++++ Data records
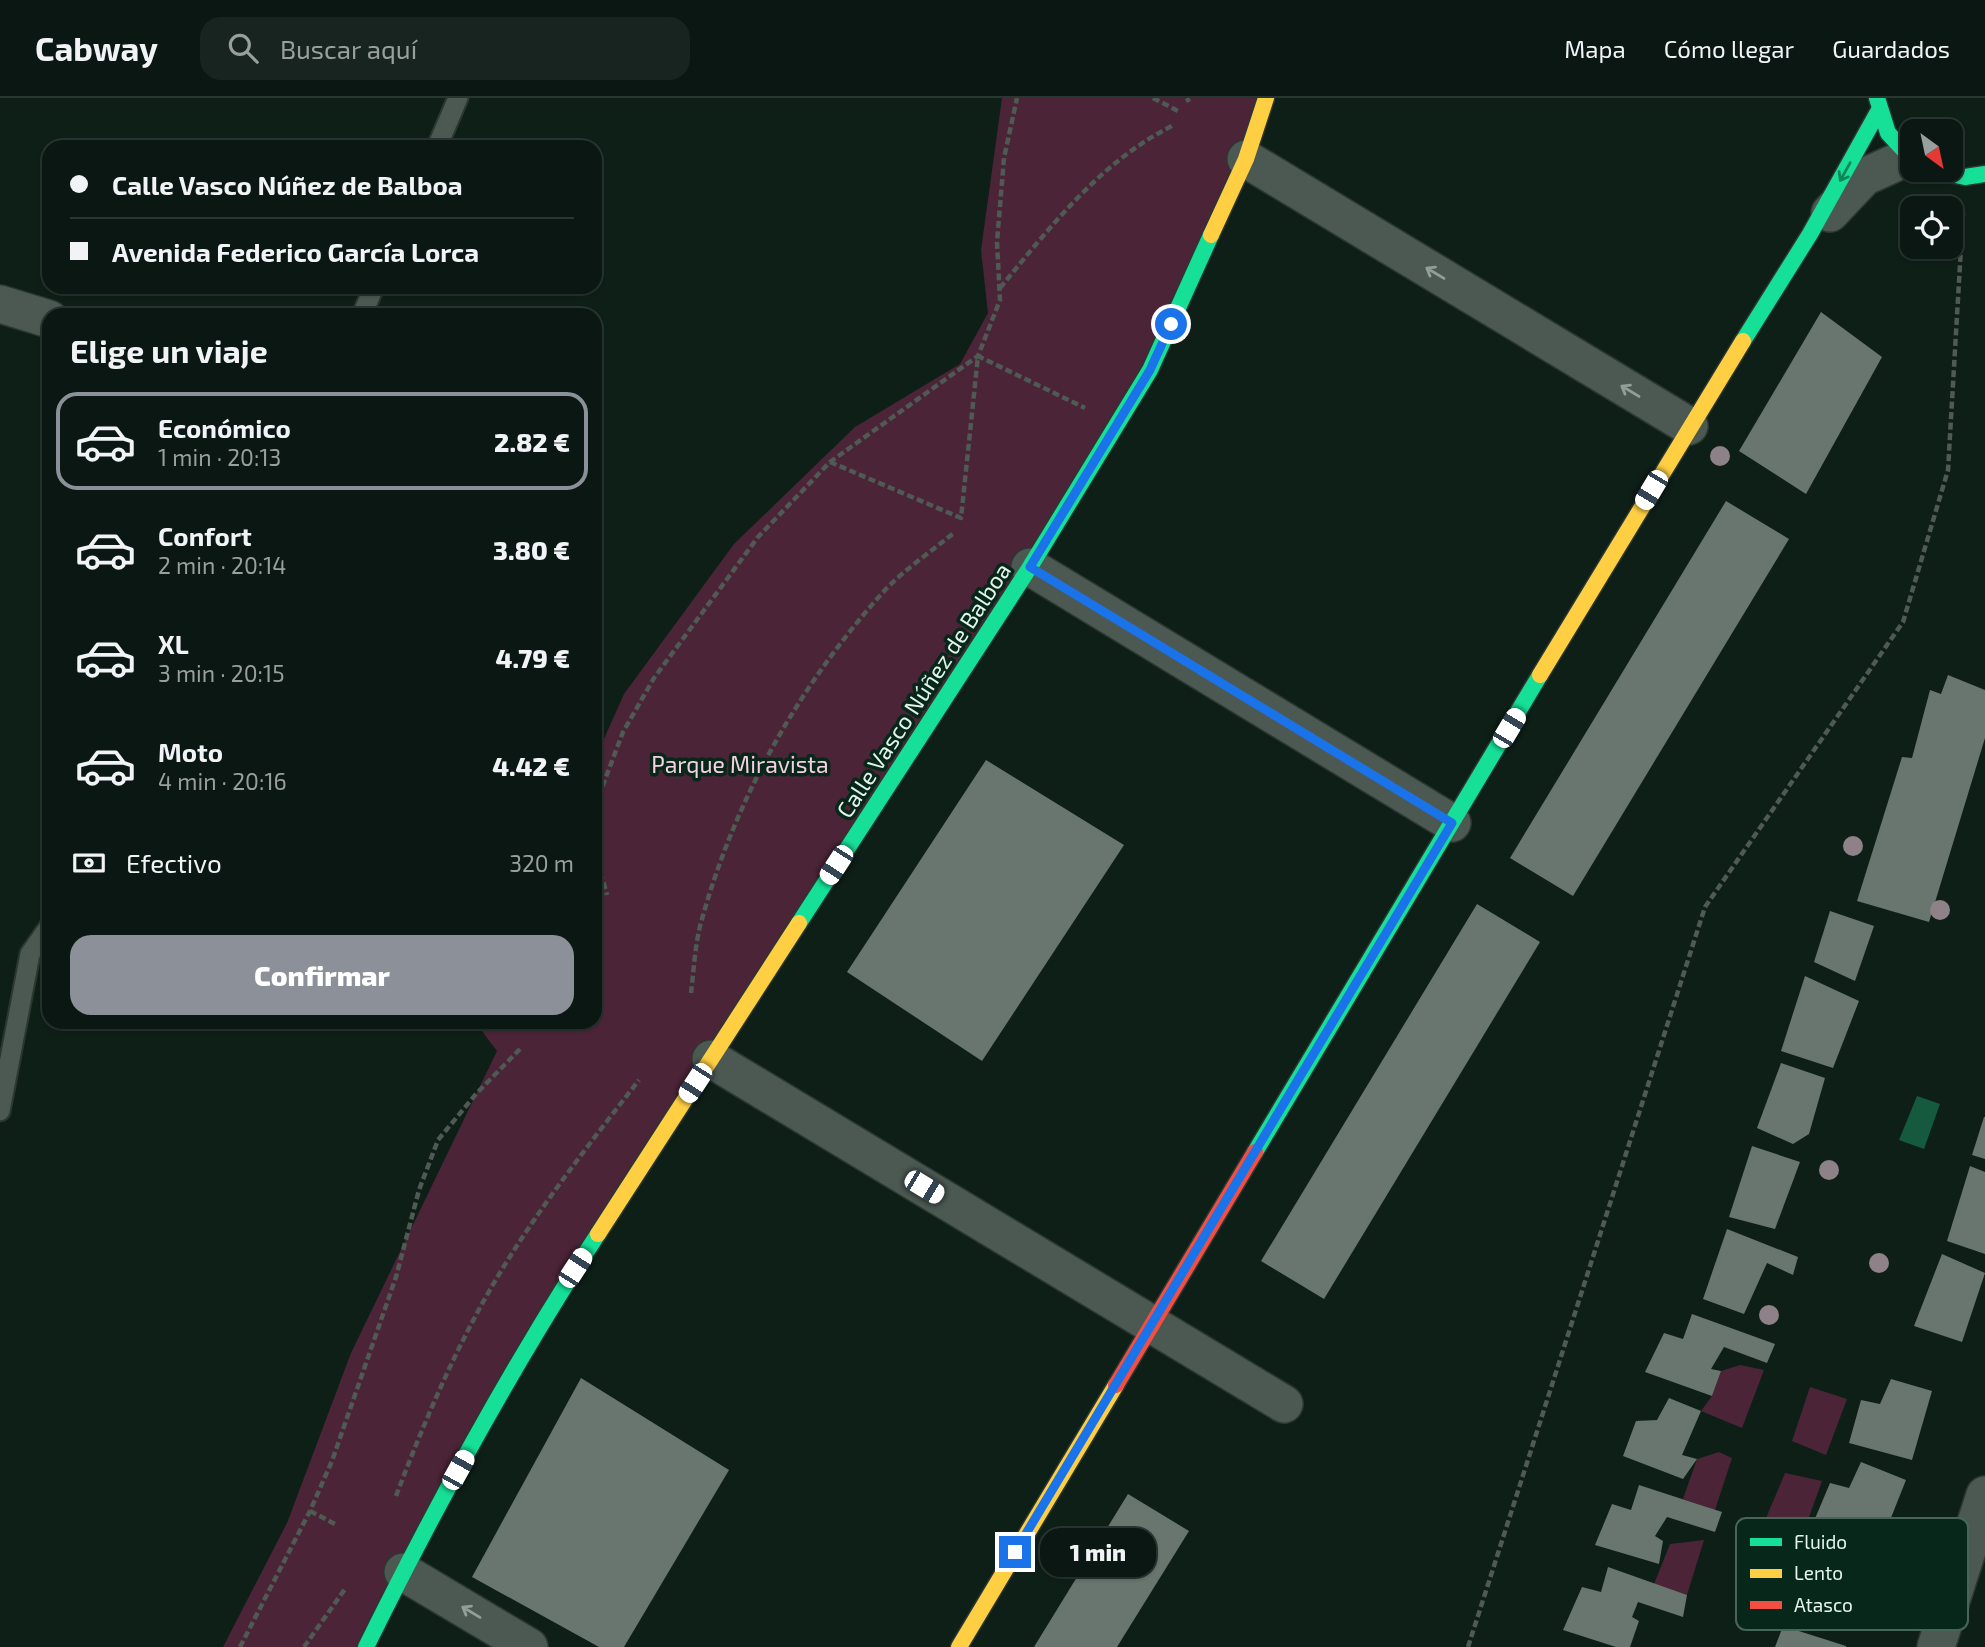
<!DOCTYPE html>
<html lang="es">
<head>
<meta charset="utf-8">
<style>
  :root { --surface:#0a1712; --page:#182420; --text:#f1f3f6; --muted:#999f9f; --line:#2a3632; --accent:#8c9099 }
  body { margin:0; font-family:"Exo 2",sans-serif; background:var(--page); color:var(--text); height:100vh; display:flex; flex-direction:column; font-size:26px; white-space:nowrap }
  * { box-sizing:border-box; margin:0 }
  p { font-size:23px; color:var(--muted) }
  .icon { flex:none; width:38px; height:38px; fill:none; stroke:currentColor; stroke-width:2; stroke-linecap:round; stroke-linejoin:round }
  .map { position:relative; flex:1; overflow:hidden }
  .panel { position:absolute; left:42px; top:210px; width:560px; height:721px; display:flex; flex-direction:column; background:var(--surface); border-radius:21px; box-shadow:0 2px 5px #0004,0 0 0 2px var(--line) }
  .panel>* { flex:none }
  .banner { position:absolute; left:42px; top:42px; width:560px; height:154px; border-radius:21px; box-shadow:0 2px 5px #0004,0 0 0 2px var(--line); display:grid; align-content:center; height:154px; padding:0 28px; background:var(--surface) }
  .needle { width:46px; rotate:147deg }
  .controls { position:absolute; left:1900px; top:21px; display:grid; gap:14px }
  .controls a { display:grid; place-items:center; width:63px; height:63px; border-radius:14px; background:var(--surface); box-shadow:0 2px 5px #0004,0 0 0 2px var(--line); font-size:35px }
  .end { position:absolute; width:32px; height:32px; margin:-16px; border:9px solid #1a73e8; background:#fff; box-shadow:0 0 0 4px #fff }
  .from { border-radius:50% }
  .bubble { position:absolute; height:49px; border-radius:21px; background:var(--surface); box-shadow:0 2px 5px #0004,0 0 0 2px var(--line); font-size:23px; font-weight:800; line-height:49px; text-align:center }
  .car { position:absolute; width:21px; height:42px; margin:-21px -10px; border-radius:9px; box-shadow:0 0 5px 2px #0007; background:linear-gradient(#fff 24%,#345 0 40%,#fff 0 76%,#345 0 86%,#fff 0) }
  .banner b { display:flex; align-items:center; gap:24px; height:66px; font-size:26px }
  .banner b+b { border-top:2px solid var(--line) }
  .banner i { width:18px; height:18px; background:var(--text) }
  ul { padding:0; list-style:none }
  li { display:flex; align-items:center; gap:21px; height:98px; margin:0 14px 10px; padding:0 14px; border:4px solid transparent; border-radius:21px }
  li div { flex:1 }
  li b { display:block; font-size:26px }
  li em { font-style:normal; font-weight:800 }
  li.active { border-color:var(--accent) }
  li>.icon { width:63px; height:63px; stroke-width:1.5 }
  h2 { padding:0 28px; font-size:32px; line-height:84px }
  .pay { display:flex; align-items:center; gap:18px; height:77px; padding:0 28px; font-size:26px }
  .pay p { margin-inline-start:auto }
  .primary-button { display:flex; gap:14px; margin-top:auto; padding:14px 28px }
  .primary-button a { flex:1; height:80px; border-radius:21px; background:var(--accent); color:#fff; font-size:28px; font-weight:800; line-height:80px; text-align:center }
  header { display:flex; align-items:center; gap:42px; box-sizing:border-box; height:98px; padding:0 35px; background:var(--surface); border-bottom:2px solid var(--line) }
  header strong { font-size:33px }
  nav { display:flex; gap:38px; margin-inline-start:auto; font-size:24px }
  .search { width:490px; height:63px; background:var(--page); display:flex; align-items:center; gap:18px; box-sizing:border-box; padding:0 24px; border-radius:21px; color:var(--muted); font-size:26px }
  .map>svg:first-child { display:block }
  .green { fill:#4b2438 }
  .water { fill:#155a3e }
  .building { fill:#68766f }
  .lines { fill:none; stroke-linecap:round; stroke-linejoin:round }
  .lane-casing { stroke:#2c3732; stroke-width:23 }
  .street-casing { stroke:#2c3732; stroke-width:40 }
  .fast-casing { stroke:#2c3732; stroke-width:19 }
  .slow-casing { stroke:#2c3732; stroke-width:19 }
  .jam-casing { stroke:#2c3732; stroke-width:19 }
  .path { stroke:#4f5a54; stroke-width:4.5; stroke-dasharray:7 3.5; stroke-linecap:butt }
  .lane { stroke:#4c5953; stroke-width:19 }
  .street { stroke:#4c5953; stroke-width:37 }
  .fast { stroke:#16e098; stroke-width:16 }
  .slow { stroke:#ffcf43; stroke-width:16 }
  .jam { stroke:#f24e42; stroke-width:16 }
  .tree { fill:#8e8187 }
  .oneway { stroke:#0e8458 }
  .oneway2 { stroke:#909f97 }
  .route { stroke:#1a73e8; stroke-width:9 }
  .labels { text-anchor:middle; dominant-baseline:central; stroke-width:7; stroke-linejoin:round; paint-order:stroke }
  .street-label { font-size:23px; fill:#e3f5eb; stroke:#062719 }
  .park-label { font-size:23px; fill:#f6d1e2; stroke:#062719 }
  .key { fill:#062719; stroke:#486558; stroke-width:2 }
  .key-label { font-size:19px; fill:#e3f5eb }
</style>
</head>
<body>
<header>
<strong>Cabway</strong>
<div class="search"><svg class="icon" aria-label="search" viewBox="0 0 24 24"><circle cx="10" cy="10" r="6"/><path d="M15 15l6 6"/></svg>Buscar aquí</div>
<nav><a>Mapa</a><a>Cómo llegar</a><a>Guardados</a></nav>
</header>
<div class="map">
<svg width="1985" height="1549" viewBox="0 0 1985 1549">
  <rect width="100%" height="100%" fill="#0e1f18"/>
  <g class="green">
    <polygon points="1002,0 1266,0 1150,272 531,1239 366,1549 223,1549 287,1425 351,1255 497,953 475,924 595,924 595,661 624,596 734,446 855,329 960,266 988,215 981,152"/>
    <polygon points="1740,1267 1764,1272 1742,1330 1701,1313 1712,1298 1721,1273"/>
    <polygon points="1810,1289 1847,1301 1826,1357 1792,1343"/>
    <polygon points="1719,1354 1732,1360 1715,1412 1683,1401 1697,1361"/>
    <polygon points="1785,1375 1822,1383 1808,1422 1838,1433 1830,1457 1761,1432"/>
    <polygon points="1704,1442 1687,1497 1654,1486 1670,1446"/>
  </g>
  <polygon class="water" points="1917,998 1940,1006 1924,1051 1899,1042"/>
  <g class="building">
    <polygon points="1821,214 1882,259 1806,396 1739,353"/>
    <polygon points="1726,403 1789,441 1573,798 1510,760"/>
    <polygon points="1948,577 1985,592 1985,640 1929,824 1857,803 1902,659 1912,660 1930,592 1941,596"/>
    <polygon points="986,662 1124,747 982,963 847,874"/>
    <polygon points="1477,806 1540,844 1324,1201 1261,1163"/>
    <polygon points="1830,813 1874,828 1855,883 1814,864"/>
    <polygon points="1805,878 1859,903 1833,970 1781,953"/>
    <polygon points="1781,965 1825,980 1809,1036 1793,1046 1757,1030"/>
    <polygon points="1984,1019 1985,1019 1985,1061 1972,1057"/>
    <polygon points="1752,1048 1800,1064 1775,1131 1729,1119"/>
    <polygon points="1970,1068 1985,1074 1985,1156 1947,1143"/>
    <polygon points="1727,1131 1798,1159 1793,1177 1767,1165 1744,1216 1703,1201"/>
    <polygon points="1942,1156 1985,1175 1962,1244 1914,1228"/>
    <polygon points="1692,1216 1775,1246 1767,1265 1724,1249 1711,1271 1721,1273 1712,1298 1645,1274 1664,1235 1683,1241"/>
    <polygon points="581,1280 729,1372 624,1549 599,1549 472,1479"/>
    <polygon points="1891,1281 1932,1293 1912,1362 1849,1345 1861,1302 1880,1306"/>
    <polygon points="1669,1300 1701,1313 1682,1357 1697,1361 1683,1381 1623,1358 1636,1323 1657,1322"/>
    <polygon points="1861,1364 1906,1382 1879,1450 1814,1423 1830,1385 1849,1390"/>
    <polygon points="1639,1387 1722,1414 1715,1434 1667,1419 1655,1438 1663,1443 1659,1466 1595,1447 1612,1406 1631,1412"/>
    <polygon points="1128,1396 1189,1433 1117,1549 1034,1549"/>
    <polygon points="1608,1469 1687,1497 1683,1519 1638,1504 1632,1519 1639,1523 1630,1549 1616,1549 1563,1532 1582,1489 1601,1494"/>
    <polygon points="1783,1528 1846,1548 1846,1549 1775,1549"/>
  </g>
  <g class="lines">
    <g class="lane-casing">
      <g id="lane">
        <polyline points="437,49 458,0"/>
        <polyline points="362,217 374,189"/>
        <polyline points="0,1013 30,856 49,829"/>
      </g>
    </g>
    <g class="street-casing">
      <g id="street">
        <polyline points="1246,61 1689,328"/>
        <polyline points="1830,115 1864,79 1908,59"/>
        <polyline points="0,206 49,221"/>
        <polyline points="1030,469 1452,725"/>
        <polyline points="711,961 1284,1306"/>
        <polyline points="403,1474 529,1549"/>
        <polyline points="1936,1549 1985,1397"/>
      </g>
    </g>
    <g class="fast-casing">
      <g id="fast">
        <polyline points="1877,0 1888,35 1913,62"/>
        <polyline points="1930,72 1965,79 1985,76"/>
        <polyline points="1743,243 1810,136 1878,14"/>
        <polyline points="799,825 1030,469 1150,272 1211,137"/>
        <polyline points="1255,1054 1540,577"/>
        <path d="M366,1549C436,1407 512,1268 598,1136"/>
      </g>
    </g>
    <g class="slow-casing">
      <g id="slow">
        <polyline points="1211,137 1246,61 1266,0"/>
        <polyline points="1540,577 1743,243"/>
        <polyline points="598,1136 799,825"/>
        <polyline points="959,1549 1116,1287"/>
      </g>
    </g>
    <g class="jam-casing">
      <polyline id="jam" points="1116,1287 1255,1054"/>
    </g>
    <g class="path">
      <polyline points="1153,0 1180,14"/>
      <polyline points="1187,0 1189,4"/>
      <path d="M1000,190C1050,129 1102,62 1174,27"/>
      <polyline points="830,364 961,420 978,258 1085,310"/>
      <polyline points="595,708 623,634 654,580 758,439 830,364 978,258 1000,202 997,144 1004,60 1017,0"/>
      <polyline points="595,754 607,797"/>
      <path d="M691,895C694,871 695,844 702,821C736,699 800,586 885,492C905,471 932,453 955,434"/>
      <path d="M396,1398C423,1327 453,1256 491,1190C533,1117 587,1049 639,982"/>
      <polyline points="310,1413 335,1426"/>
      <polyline points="240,1549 310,1413 332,1363 396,1179 419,1092 438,1042 476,996 520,951"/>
      <polyline points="304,1549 345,1491"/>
      <polyline points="1468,1549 1705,809 1903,524 1948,372 1963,115"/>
    </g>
    <use href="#lane" class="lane"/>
    <use href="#street" class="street"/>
    <use href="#fast" class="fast"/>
    <use href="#slow" class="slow"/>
    <use href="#jam" class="jam"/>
  </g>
  <g class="tree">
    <circle cx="1720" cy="358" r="10"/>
    <circle cx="1853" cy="748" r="10"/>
    <circle cx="1940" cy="812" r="10"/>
    <circle cx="1829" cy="1072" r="10"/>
    <circle cx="1879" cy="1165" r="10"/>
    <circle cx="1769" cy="1217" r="10"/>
  </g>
  <defs><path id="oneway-shaft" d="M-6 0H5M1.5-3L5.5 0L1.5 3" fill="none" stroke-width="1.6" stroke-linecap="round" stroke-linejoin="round" transform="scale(1.75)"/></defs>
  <use class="oneway" href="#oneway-shaft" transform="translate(1845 74) rotate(119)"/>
  <g class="oneway2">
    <use href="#oneway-shaft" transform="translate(1435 175) rotate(-149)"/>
    <use href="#oneway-shaft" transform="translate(1630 293) rotate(-149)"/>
    <use href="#oneway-shaft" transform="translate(471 1514) rotate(-149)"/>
  </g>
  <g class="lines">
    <polyline class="route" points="1015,1454 1452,725 1030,469 1150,272 1171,226"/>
  </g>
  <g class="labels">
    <g class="street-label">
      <text transform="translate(923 592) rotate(-57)">Calle Vasco Núñez de Balboa</text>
    </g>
    <g class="park-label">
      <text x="740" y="666">Parque Miravista</text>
    </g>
  </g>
  <rect x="1736" y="1420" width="232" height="112" rx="10" class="key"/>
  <rect x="1750" y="1440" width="32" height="8" fill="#16e098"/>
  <rect x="1750" y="1471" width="32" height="9" fill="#ffcf43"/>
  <rect x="1750" y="1503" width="32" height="8" fill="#f24e42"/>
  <g class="key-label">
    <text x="1794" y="1451">Fluido</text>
    <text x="1794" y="1482">Lento</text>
    <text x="1794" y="1514">Atasco</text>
  </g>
</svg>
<div class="controls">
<a><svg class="needle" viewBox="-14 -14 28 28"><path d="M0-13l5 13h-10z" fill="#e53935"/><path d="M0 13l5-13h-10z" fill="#999f9f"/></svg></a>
<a><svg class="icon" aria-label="locate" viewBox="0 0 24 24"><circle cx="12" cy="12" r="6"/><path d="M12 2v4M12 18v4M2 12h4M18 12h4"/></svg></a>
</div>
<i class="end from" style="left:1171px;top:226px"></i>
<i class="end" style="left:1015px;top:1454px"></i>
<div class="bubble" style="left:1040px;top:1430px;width:116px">1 min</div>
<i class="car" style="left:1651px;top:392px;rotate:211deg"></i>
<i class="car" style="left:1509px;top:630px;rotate:31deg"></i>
<i class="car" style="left:836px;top:767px;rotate:213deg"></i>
<i class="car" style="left:695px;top:985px;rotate:213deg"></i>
<i class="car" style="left:924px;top:1089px;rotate:121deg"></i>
<i class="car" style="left:575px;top:1170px;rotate:33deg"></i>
<i class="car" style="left:458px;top:1372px;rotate:29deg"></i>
<div class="banner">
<b><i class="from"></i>Calle Vasco Núñez de Balboa</b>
<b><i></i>Avenida Federico García Lorca</b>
</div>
<section class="panel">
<h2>Elige un viaje</h2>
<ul>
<li class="active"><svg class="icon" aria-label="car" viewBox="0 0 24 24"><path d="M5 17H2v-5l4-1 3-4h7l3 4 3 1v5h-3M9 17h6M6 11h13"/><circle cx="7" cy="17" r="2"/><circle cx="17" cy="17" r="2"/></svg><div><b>Económico</b><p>1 min · 20:13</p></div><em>2.82 €</em></li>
<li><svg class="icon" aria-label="car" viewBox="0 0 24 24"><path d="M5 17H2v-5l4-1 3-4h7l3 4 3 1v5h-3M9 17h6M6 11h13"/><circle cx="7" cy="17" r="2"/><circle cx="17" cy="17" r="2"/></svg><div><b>Confort</b><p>2 min · 20:14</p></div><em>3.80 €</em></li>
<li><svg class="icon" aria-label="car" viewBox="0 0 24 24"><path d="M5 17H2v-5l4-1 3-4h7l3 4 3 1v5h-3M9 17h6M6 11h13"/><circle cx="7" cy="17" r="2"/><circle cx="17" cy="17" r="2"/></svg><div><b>XL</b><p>3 min · 20:15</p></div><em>4.79 €</em></li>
<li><svg class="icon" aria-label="car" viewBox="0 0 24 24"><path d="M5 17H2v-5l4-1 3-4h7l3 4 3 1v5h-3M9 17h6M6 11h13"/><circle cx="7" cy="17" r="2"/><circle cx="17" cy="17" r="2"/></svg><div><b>Moto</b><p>4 min · 20:16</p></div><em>4.42 €</em></li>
</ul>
<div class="pay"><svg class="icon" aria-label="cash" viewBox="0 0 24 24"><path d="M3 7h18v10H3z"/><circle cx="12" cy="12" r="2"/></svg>Efectivo<p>320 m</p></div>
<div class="primary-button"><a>Confirmar</a></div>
</section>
</div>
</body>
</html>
++++++++
Go over the data and return every line that includes the word "absolute".

  .panel { position:absolute; left:42px; top:210px; width:560px; height:721px; display:flex; flex-direction:column; background:var(--surface); border-radius:21px; box-shadow:0 2px 5px #0004,0 0 0 2px var(--line) }
  .banner { position:absolute; left:42px; top:42px; width:560px; height:154px; border-radius:21px; box-shadow:0 2px 5px #0004,0 0 0 2px var(--line); display:grid; align-content:center; height:154px; padding:0 28px; background:var(--surface) }
  .controls { position:absolute; left:1900px; top:21px; display:grid; gap:14px }
  .end { position:absolute; width:32px; height:32px; margin:-16px; border:9px solid #1a73e8; background:#fff; box-shadow:0 0 0 4px #fff }
  .bubble { position:absolute; height:49px; border-radius:21px; background:var(--surface); box-shadow:0 2px 5px #0004,0 0 0 2px var(--line); font-size:23px; font-weight:800; line-height:49px; text-align:center }
  .car { position:absolute; width:21px; height:42px; margin:-21px -10px; border-radius:9px; box-shadow:0 0 5px 2px #0007; background:linear-gradient(#fff 24%,#345 0 40%,#fff 0 76%,#345 0 86%,#fff 0) }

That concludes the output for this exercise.